We have made many adjustments throughout our company to be competitive and profitable in the current housing environment. Our June results compared to the March quarter demonstrate the progress we are making. Our home closings and gross margin increased. SG&A and interest expense decreased and Financial Services pretax income increased, resulting in net a income of $28.7 million for the quarter.

Our balance sheet and liquidity remain strong, with cash and marketable securities of $1.1 billion and net homebuilding leverage under 20%.

We have also seen normal seasonality return to our business this fiscal year. Sales in the March quarter reflected a significant sequential increase to mark the start of the selling season. And our sales orders in the June quarter were comparable to the March quarter. Our sales order backlog grew throughout the selling season, increasing in March to 5,300 homes and further in June to 5,600 homes.

Closings in the third quarter were greater than the first and second quarters, and we expect fourth quarter closings to be greater than the third. We are now solidly in a position to be profitable for the full fiscal year.

Given the weak macroeconomic and housing conditions, we remain realistic in our expectations. We'll continue to manage our business to compete in the current and future market. We plan to continue to adjust our price points and product offerings to the demand we see in each of our individual markets. Bill?

Bill Wheat

Our home building operations generated pretax income of $22.2 million for the quarter, which included $9.9 million of inventory impairment and lot option charges as well as a $6.5 million loss on early retirement of debt.

Financial Services pre-tax income was $6.7 million, which included $3.5 million of recourse expense.

Our net income for the quarter was $28.7 million or $0.09 per diluted share compared to $50.5 million or $0.16 per diluted share in the prior year quarter. Mike?

Mike Murray

Our third quarter home sales revenues decreased 29% to $975 million on 4,555 homes closed from $1.4 billion on 6,805 homes closed in the year-ago quarter. Our average closing price for the quarter was up 6% compared to the prior year and up 3% sequentially to $213,900. These increases are due to the slight changes in both our product and geographic mix.

Homes closed in the June quarter represented 86% of the beginning backlog compared to 91% in the March quarter. We expect that our backlog conversion rate going forward will continue to average below 90%. Don?

Donald Tomnitz

Net sales numbers for the third quarter were 4,874 homes, down only 1% sequentially, reflecting a typical spring selling season pattern. Net sales orders were also down 1% from the same period last year. However, the average sales price on net sales orders was up 5% year-over-year to $219,000, resulting in a 4% year-over-year increase in the value of our quarterly net sales orders. Our cancellation rate was 27% and our active selling communities were essentially flat sequentially.

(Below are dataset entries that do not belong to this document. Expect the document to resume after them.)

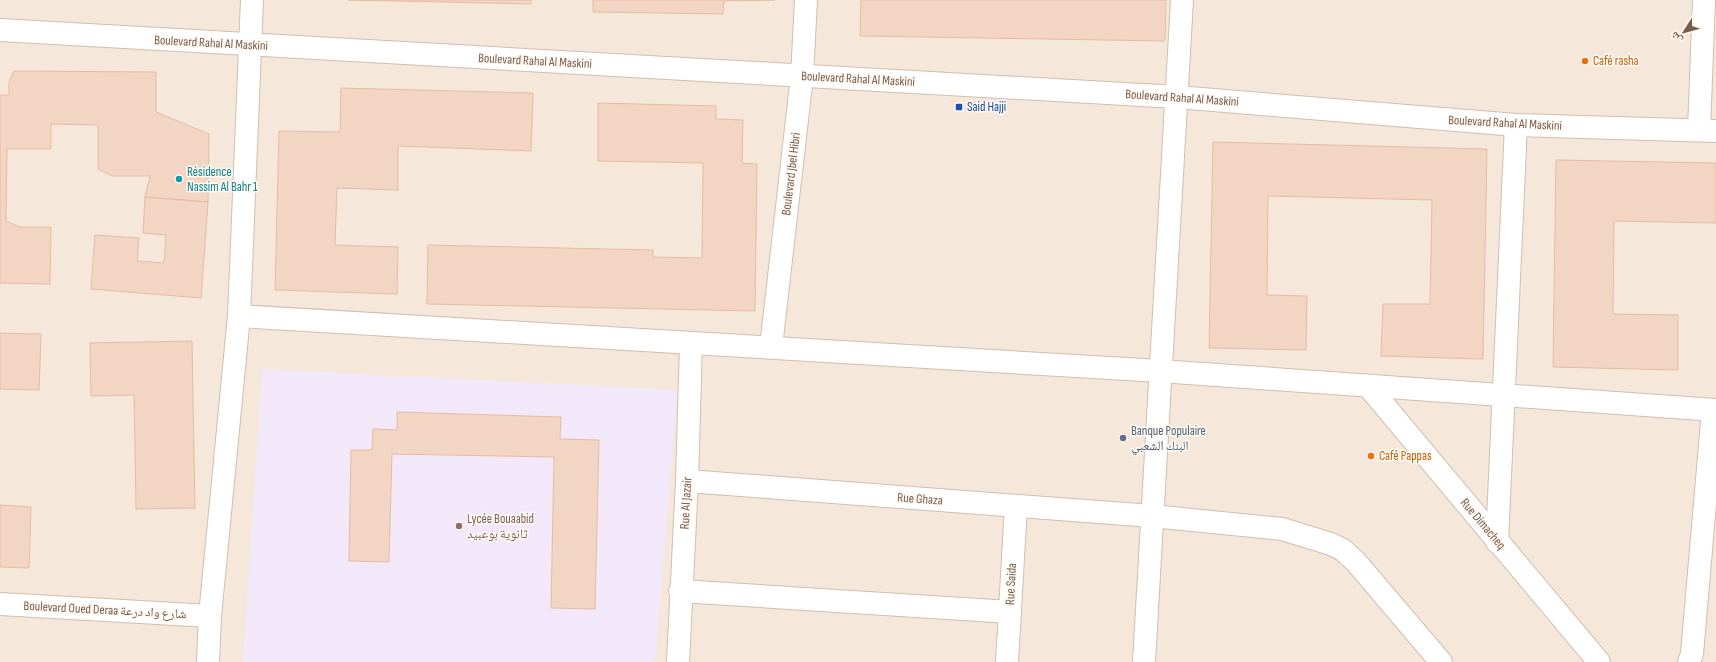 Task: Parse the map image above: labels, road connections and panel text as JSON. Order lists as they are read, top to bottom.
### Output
{
  "streets": {
    "street": [
      "Boulevard Rahal Al Maskini",
      "Boulevard Jbel Hibri",
      "Rue Ghaza",
      "Rue Al Jazair",
      "Rue Dimacheq",
      "Rue Saida",
      "Boulevard Oued Deraa شارع واد درعة"
    ]
  },
  "crossings": [
    ["Boulevard Rahal Al Maskini", "Boulevard Jbel Hibri"],
    ["Rue Ghaza", "Rue Al Jazair"],
    ["Rue Ghaza", "Rue Saida"]
  ],
  "places": {
    "other": [
      "Café rasha",
      "Résidence Nassim Al Bahr 1",
      "Banque Populaire البنك الشعبي",
      "Café Pappas",
      "Lycée Bouaabid ثانوية بوعبيد"
    ],
    "transit": ["Said Hajji"]
  },
  "north": "bottom left"
} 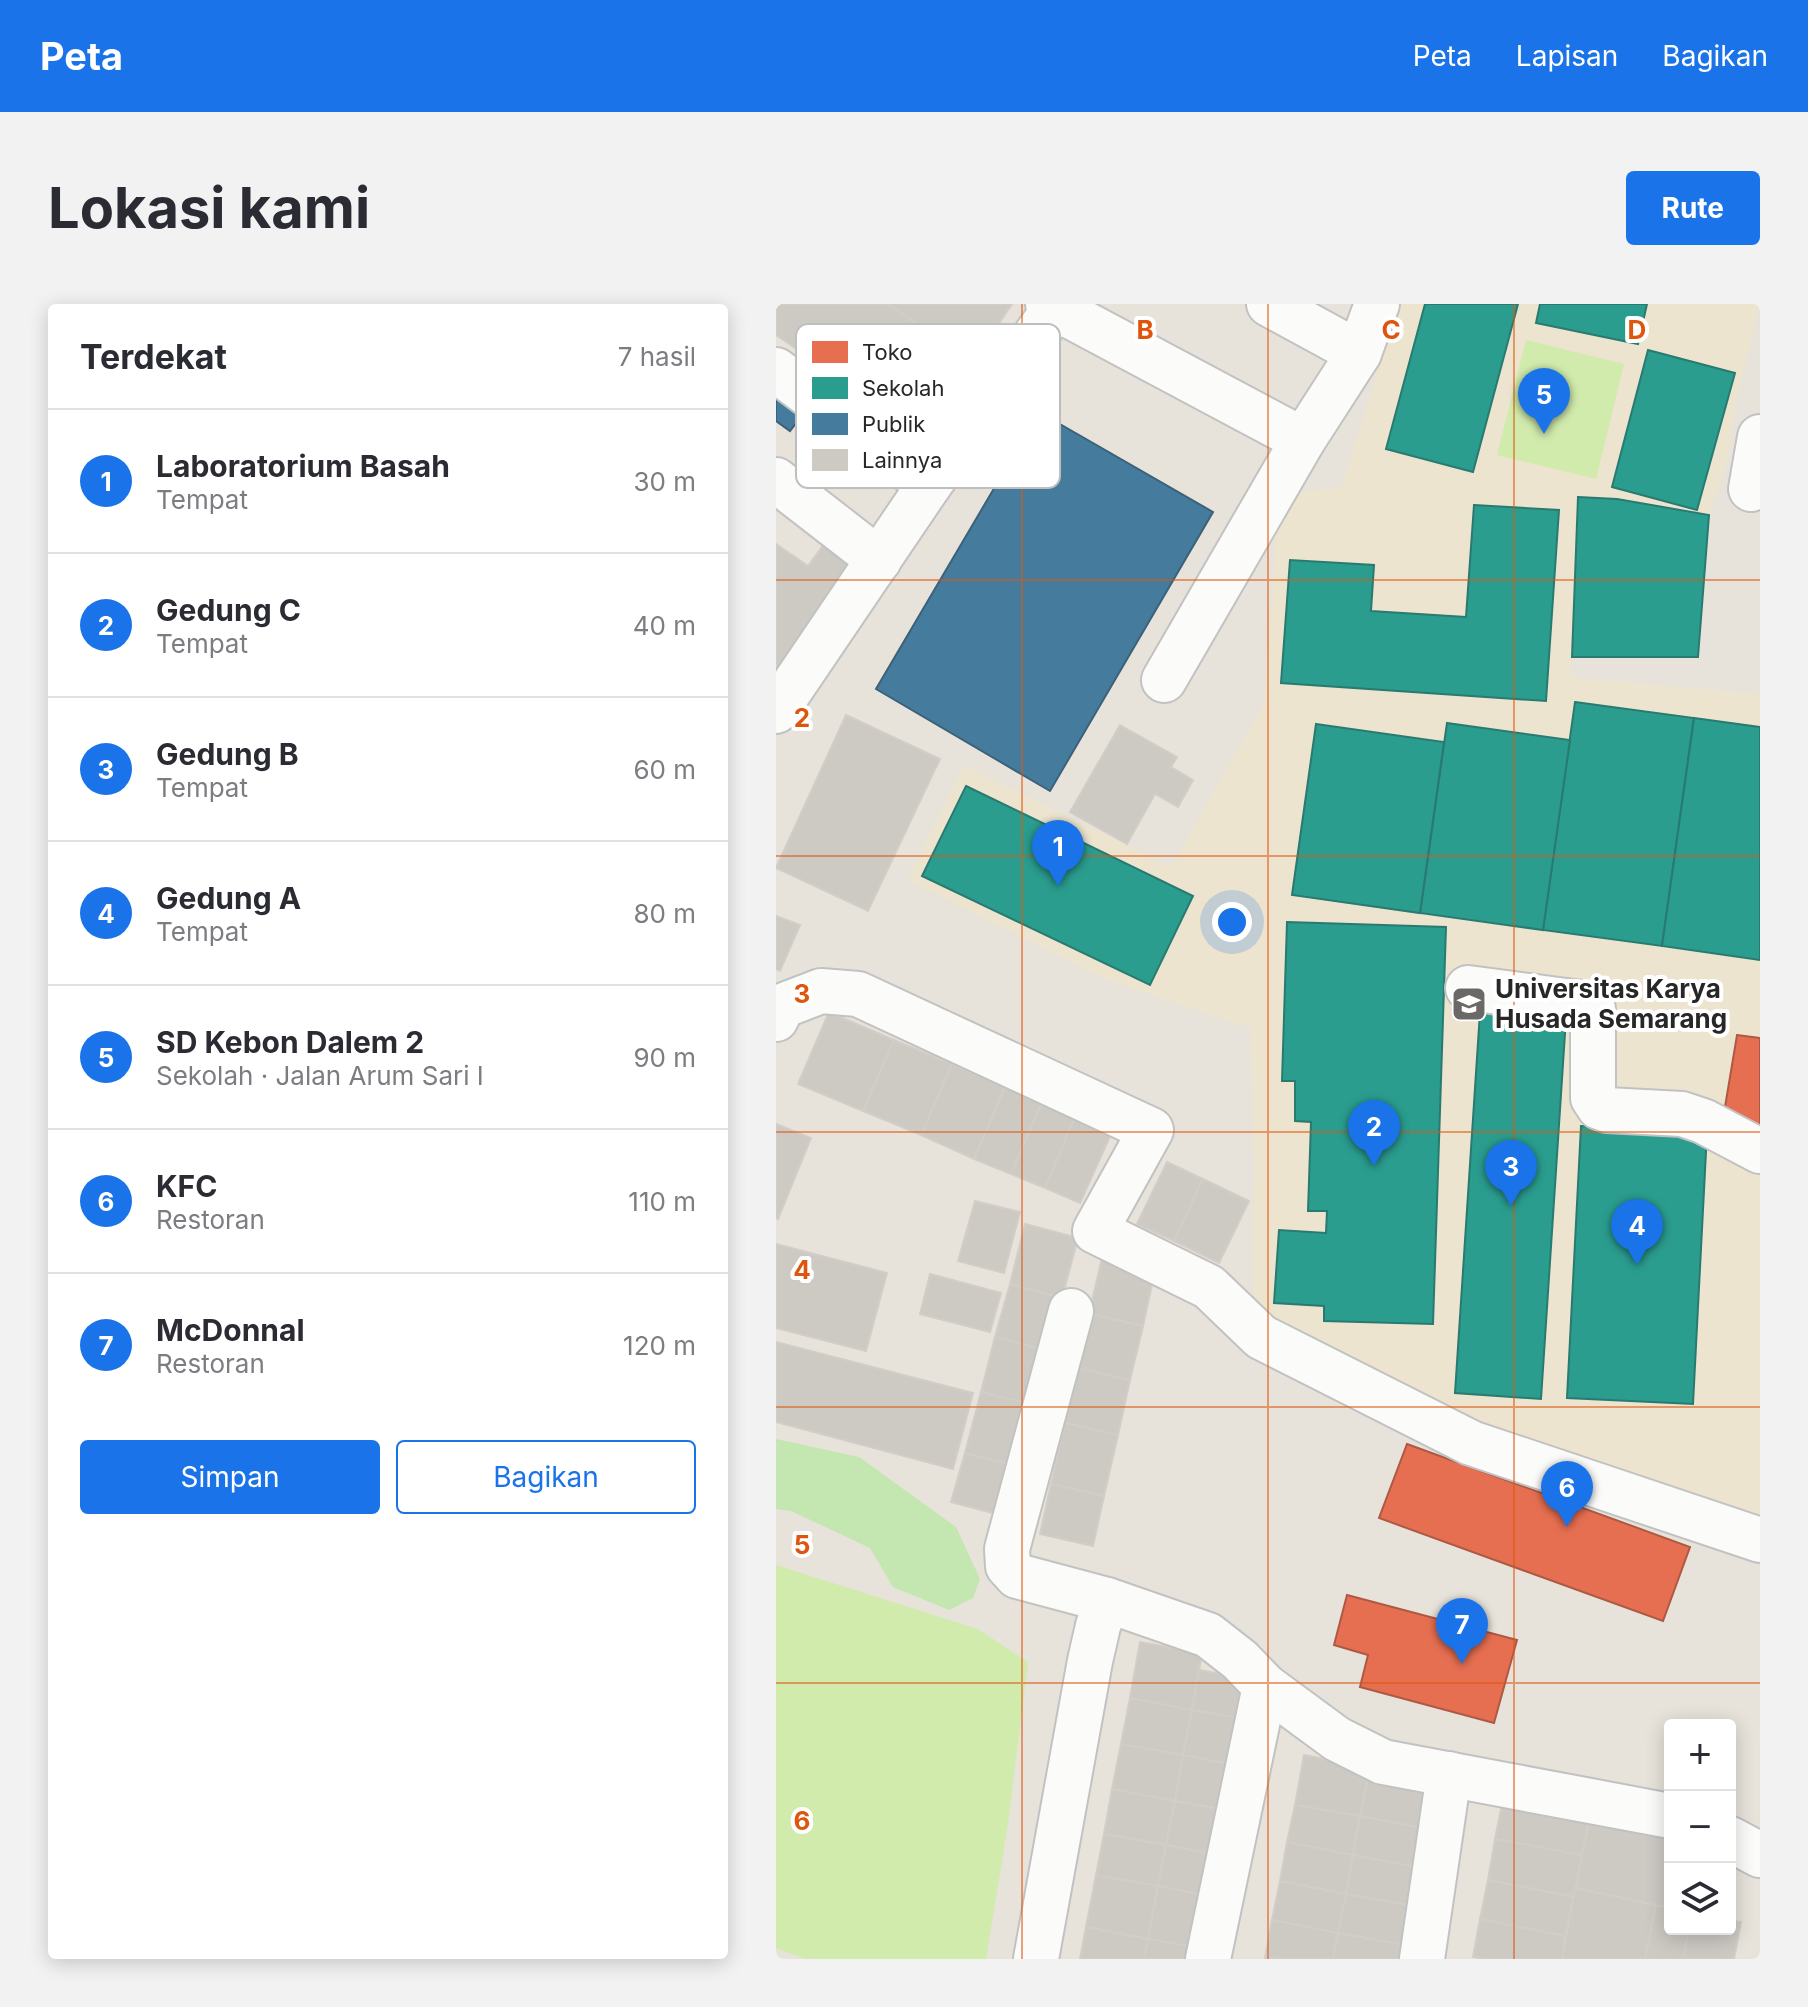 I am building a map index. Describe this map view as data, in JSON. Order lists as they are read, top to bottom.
{
  "places": {
    "school or university": ["Universitas Karya Husada Semarang"]
  },
  "legend": [
    "Toko",
    "Sekolah",
    "Publik",
    "Lainnya"
  ],
  "page": {
    "header": "Peta",
    "nav": ["Peta", "Lapisan", "Bagikan"],
    "buttons": [
      "Rute",
      ["Simpan", "Bagikan"]
    ],
    "title": "Lokasi kami",
    "heading": ["Terdekat", "7 hasil"],
    "pins": [
      "5",
      "1",
      "2",
      "3",
      "4",
      "6",
      "7"
    ],
    "list": [
      {
        "mark": "1",
        "name": "Laboratorium Basah",
        "note": "Tempat",
        "value": "30 m"
      },
      {
        "mark": "2",
        "name": "Gedung C",
        "note": "Tempat",
        "value": "40 m"
      },
      {
        "mark": "3",
        "name": "Gedung B",
        "note": "Tempat",
        "value": "60 m"
      },
      {
        "mark": "4",
        "name": "Gedung A",
        "note": "Tempat",
        "value": "80 m"
      },
      {
        "mark": "5",
        "name": "SD Kebon Dalem 2",
        "note": "Sekolah · Jalan Arum Sari I",
        "value": "90 m"
      },
      {
        "mark": "6",
        "name": "KFC",
        "note": "Restoran",
        "value": "110 m"
      },
      {
        "mark": "7",
        "name": "McDonnal",
        "note": "Restoran",
        "value": "120 m"
      }
    ],
    "map_buttons": ["+", "−"]
  },
  "grid": {
    "columns": ["B", "C", "D"],
    "rows": [
      "2",
      "3",
      "4",
      "5",
      "6"
    ]
  }
}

Our sales backlog increased 26% from the prior year and 6% sequentially to 5,600 homes or $1.2 billion. Bill?

Bill Wheat

Our gross profit margin on home sales revenues in the quarter was 16.5%, down 70 basis points from the year-ago period. However, our margin increased 30 basis points sequentially, primarily due to improvement in our core margin resulting from our continuing efforts to improve our construction costs, manage our homes and inventory efficiently, and add new communities with higher margins. Stacey?

Stacey Dwyer

In our third quarter impairment analysis, we reviewed all projects in the company and determined that projects with a pre-impairment carrying value of $28.1 million were impaired, which resulted in a $7.8 million impairment charges, the majority of which were in Florida and California. We refer to our projects which have indicators of potential impairment but were not impaired at our watch list, which represents those projects deemed to be at the highest risk for future impairment. After this quarter's impairments, our watch list now totaled $377 million, down from $432 million in March with the largest concentrations in California, Illinois and Arizona.